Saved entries
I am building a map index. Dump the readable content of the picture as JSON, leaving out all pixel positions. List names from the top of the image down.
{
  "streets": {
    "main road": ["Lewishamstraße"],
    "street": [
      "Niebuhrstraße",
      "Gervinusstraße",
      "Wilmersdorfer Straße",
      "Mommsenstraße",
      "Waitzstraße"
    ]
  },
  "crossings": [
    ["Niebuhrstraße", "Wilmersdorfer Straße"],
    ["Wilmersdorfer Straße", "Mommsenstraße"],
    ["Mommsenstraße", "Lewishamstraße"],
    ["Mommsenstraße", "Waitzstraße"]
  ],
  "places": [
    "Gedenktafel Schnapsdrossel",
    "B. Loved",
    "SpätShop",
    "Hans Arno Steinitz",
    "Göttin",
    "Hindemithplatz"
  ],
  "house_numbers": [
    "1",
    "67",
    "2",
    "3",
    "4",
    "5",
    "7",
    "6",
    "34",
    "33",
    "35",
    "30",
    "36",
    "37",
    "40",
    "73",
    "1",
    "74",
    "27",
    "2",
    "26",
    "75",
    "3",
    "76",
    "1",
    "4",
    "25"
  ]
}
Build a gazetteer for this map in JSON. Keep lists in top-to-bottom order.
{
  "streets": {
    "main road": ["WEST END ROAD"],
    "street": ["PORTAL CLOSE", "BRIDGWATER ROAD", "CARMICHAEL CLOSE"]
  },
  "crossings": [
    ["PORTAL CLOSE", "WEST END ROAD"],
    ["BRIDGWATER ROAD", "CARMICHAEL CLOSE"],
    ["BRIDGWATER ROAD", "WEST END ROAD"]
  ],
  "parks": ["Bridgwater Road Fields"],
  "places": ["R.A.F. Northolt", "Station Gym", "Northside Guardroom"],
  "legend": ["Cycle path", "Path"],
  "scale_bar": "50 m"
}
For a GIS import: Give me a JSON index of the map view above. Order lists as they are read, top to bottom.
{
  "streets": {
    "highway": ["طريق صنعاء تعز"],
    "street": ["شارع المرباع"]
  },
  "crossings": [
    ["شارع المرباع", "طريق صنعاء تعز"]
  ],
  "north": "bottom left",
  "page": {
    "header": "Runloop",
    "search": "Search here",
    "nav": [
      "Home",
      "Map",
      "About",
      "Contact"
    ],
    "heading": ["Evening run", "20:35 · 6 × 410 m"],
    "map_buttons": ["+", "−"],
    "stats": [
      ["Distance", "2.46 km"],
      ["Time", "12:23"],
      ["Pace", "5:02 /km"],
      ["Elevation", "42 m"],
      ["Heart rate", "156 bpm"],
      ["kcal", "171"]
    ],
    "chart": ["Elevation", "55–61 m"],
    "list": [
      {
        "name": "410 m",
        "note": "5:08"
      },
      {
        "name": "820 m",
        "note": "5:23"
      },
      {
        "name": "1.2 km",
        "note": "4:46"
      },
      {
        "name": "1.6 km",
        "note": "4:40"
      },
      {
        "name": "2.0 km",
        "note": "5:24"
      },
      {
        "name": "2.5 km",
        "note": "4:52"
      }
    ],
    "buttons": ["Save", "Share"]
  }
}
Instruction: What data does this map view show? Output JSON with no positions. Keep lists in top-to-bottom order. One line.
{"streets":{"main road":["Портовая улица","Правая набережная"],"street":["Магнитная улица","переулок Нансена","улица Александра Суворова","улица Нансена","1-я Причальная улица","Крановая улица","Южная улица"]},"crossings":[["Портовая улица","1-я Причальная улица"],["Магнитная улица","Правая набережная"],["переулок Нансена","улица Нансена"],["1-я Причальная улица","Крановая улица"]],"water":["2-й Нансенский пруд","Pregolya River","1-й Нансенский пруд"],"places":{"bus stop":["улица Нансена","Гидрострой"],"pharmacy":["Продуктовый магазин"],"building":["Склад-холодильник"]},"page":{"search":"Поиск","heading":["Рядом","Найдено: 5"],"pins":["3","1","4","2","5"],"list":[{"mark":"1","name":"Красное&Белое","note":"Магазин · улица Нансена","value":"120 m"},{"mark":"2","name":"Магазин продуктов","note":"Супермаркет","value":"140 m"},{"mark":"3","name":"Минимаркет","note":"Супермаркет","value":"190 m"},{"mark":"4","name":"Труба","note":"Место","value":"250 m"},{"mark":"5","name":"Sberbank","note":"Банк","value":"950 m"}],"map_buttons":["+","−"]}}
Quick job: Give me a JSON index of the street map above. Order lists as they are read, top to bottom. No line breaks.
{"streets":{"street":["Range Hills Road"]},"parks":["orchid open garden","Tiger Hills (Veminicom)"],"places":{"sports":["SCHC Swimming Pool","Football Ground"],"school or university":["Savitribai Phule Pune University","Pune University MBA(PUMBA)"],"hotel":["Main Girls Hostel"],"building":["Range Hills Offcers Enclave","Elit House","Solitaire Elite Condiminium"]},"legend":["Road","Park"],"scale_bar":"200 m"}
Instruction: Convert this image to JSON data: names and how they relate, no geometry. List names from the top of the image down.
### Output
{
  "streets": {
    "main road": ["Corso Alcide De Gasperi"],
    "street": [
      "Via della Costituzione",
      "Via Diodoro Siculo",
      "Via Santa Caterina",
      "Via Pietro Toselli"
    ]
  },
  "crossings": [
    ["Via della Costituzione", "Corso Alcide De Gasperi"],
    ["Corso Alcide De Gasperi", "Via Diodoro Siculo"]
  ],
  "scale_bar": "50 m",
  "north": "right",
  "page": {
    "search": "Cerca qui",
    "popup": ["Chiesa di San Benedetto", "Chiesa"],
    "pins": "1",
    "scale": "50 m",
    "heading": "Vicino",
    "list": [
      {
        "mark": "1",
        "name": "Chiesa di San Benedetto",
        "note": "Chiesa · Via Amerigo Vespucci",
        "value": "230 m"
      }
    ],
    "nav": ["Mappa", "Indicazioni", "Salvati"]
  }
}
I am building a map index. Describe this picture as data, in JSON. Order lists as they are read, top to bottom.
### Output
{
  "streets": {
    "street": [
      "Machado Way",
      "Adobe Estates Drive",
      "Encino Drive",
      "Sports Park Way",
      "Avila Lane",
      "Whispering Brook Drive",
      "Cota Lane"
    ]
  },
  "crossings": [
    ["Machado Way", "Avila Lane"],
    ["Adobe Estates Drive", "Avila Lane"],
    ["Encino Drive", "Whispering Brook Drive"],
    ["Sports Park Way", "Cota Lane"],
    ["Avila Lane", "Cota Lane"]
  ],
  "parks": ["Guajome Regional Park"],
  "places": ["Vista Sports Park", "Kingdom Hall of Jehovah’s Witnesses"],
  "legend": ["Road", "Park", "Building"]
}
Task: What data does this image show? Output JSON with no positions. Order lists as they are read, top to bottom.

EXERCISE AIM – A verbatim transcription of all the entries above is required.

WRITTEN SOLUTION –
I am building a map index. Dump the readable content of the picture as JSON, leaving out all pixel positions. List names from the top of the image down.
{
  "streets": {
    "main road": ["Lewishamstraße"],
    "street": [
      "Niebuhrstraße",
      "Gervinusstraße",
      "Wilmersdorfer Straße",
      "Mommsenstraße",
      "Waitzstraße"
    ]
  },
  "crossings": [
    ["Niebuhrstraße", "Wilmersdorfer Straße"],
    ["Wilmersdorfer Straße", "Mommsenstraße"],
    ["Mommsenstraße", "Lewishamstraße"],
    ["Mommsenstraße", "Waitzstraße"]
  ],
  "places": [
    "Gedenktafel Schnapsdrossel",
    "B. Loved",
    "SpätShop",
    "Hans Arno Steinitz",
    "Göttin",
    "Hindemithplatz"
  ],
  "house_numbers": [
    "1",
    "67",
    "2",
    "3",
    "4",
    "5",
    "7",
    "6",
    "34",
    "33",
    "35",
    "30",
    "36",
    "37",
    "40",
    "73",
    "1",
    "74",
    "27",
    "2",
    "26",
    "75",
    "3",
    "76",
    "1",
    "4",
    "25"
  ]
}
Build a gazetteer for this map in JSON. Keep lists in top-to-bottom order.
{
  "streets": {
    "main road": ["WEST END ROAD"],
    "street": ["PORTAL CLOSE", "BRIDGWATER ROAD", "CARMICHAEL CLOSE"]
  },
  "crossings": [
    ["PORTAL CLOSE", "WEST END ROAD"],
    ["BRIDGWATER ROAD", "CARMICHAEL CLOSE"],
    ["BRIDGWATER ROAD", "WEST END ROAD"]
  ],
  "parks": ["Bridgwater Road Fields"],
  "places": ["R.A.F. Northolt", "Station Gym", "Northside Guardroom"],
  "legend": ["Cycle path", "Path"],
  "scale_bar": "50 m"
}
For a GIS import: Give me a JSON index of the map view above. Order lists as they are read, top to bottom.
{
  "streets": {
    "highway": ["طريق صنعاء تعز"],
    "street": ["شارع المرباع"]
  },
  "crossings": [
    ["شارع المرباع", "طريق صنعاء تعز"]
  ],
  "north": "bottom left",
  "page": {
    "header": "Runloop",
    "search": "Search here",
    "nav": [
      "Home",
      "Map",
      "About",
      "Contact"
    ],
    "heading": ["Evening run", "20:35 · 6 × 410 m"],
    "map_buttons": ["+", "−"],
    "stats": [
      ["Distance", "2.46 km"],
      ["Time", "12:23"],
      ["Pace", "5:02 /km"],
      ["Elevation", "42 m"],
      ["Heart rate", "156 bpm"],
      ["kcal", "171"]
    ],
    "chart": ["Elevation", "55–61 m"],
    "list": [
      {
        "name": "410 m",
        "note": "5:08"
      },
      {
        "name": "820 m",
        "note": "5:23"
      },
      {
        "name": "1.2 km",
        "note": "4:46"
      },
      {
        "name": "1.6 km",
        "note": "4:40"
      },
      {
        "name": "2.0 km",
        "note": "5:24"
      },
      {
        "name": "2.5 km",
        "note": "4:52"
      }
    ],
    "buttons": ["Save", "Share"]
  }
}
Instruction: What data does this map view show? Output JSON with no positions. Keep lists in top-to-bottom order. One line.
{"streets":{"main road":["Портовая улица","Правая набережная"],"street":["Магнитная улица","переулок Нансена","улица Александра Суворова","улица Нансена","1-я Причальная улица","Крановая улица","Южная улица"]},"crossings":[["Портовая улица","1-я Причальная улица"],["Магнитная улица","Правая набережная"],["переулок Нансена","улица Нансена"],["1-я Причальная улица","Крановая улица"]],"water":["2-й Нансенский пруд","Pregolya River","1-й Нансенский пруд"],"places":{"bus stop":["улица Нансена","Гидрострой"],"pharmacy":["Продуктовый магазин"],"building":["Склад-холодильник"]},"page":{"search":"Поиск","heading":["Рядом","Найдено: 5"],"pins":["3","1","4","2","5"],"list":[{"mark":"1","name":"Красное&Белое","note":"Магазин · улица Нансена","value":"120 m"},{"mark":"2","name":"Магазин продуктов","note":"Супермаркет","value":"140 m"},{"mark":"3","name":"Минимаркет","note":"Супермаркет","value":"190 m"},{"mark":"4","name":"Труба","note":"Место","value":"250 m"},{"mark":"5","name":"Sberbank","note":"Банк","value":"950 m"}],"map_buttons":["+","−"]}}
Quick job: Give me a JSON index of the street map above. Order lists as they are read, top to bottom. No line breaks.
{"streets":{"street":["Range Hills Road"]},"parks":["orchid open garden","Tiger Hills (Veminicom)"],"places":{"sports":["SCHC Swimming Pool","Football Ground"],"school or university":["Savitribai Phule Pune University","Pune University MBA(PUMBA)"],"hotel":["Main Girls Hostel"],"building":["Range Hills Offcers Enclave","Elit House","Solitaire Elite Condiminium"]},"legend":["Road","Park"],"scale_bar":"200 m"}
Instruction: Convert this image to JSON data: names and how they relate, no geometry. List names from the top of the image down.
### Output
{
  "streets": {
    "main road": ["Corso Alcide De Gasperi"],
    "street": [
      "Via della Costituzione",
      "Via Diodoro Siculo",
      "Via Santa Caterina",
      "Via Pietro Toselli"
    ]
  },
  "crossings": [
    ["Via della Costituzione", "Corso Alcide De Gasperi"],
    ["Corso Alcide De Gasperi", "Via Diodoro Siculo"]
  ],
  "scale_bar": "50 m",
  "north": "right",
  "page": {
    "search": "Cerca qui",
    "popup": ["Chiesa di San Benedetto", "Chiesa"],
    "pins": "1",
    "scale": "50 m",
    "heading": "Vicino",
    "list": [
      {
        "mark": "1",
        "name": "Chiesa di San Benedetto",
        "note": "Chiesa · Via Amerigo Vespucci",
        "value": "230 m"
      }
    ],
    "nav": ["Mappa", "Indicazioni", "Salvati"]
  }
}
I am building a map index. Describe this picture as data, in JSON. Order lists as they are read, top to bottom.
### Output
{
  "streets": {
    "street": [
      "Machado Way",
      "Adobe Estates Drive",
      "Encino Drive",
      "Sports Park Way",
      "Avila Lane",
      "Whispering Brook Drive",
      "Cota Lane"
    ]
  },
  "crossings": [
    ["Machado Way", "Avila Lane"],
    ["Adobe Estates Drive", "Avila Lane"],
    ["Encino Drive", "Whispering Brook Drive"],
    ["Sports Park Way", "Cota Lane"],
    ["Avila Lane", "Cota Lane"]
  ],
  "parks": ["Guajome Regional Park"],
  "places": ["Vista Sports Park", "Kingdom Hall of Jehovah’s Witnesses"],
  "legend": ["Road", "Park", "Building"]
}
Task: What data does this image show? Output JSON with no positions. Order lists as they are read, top to bottom.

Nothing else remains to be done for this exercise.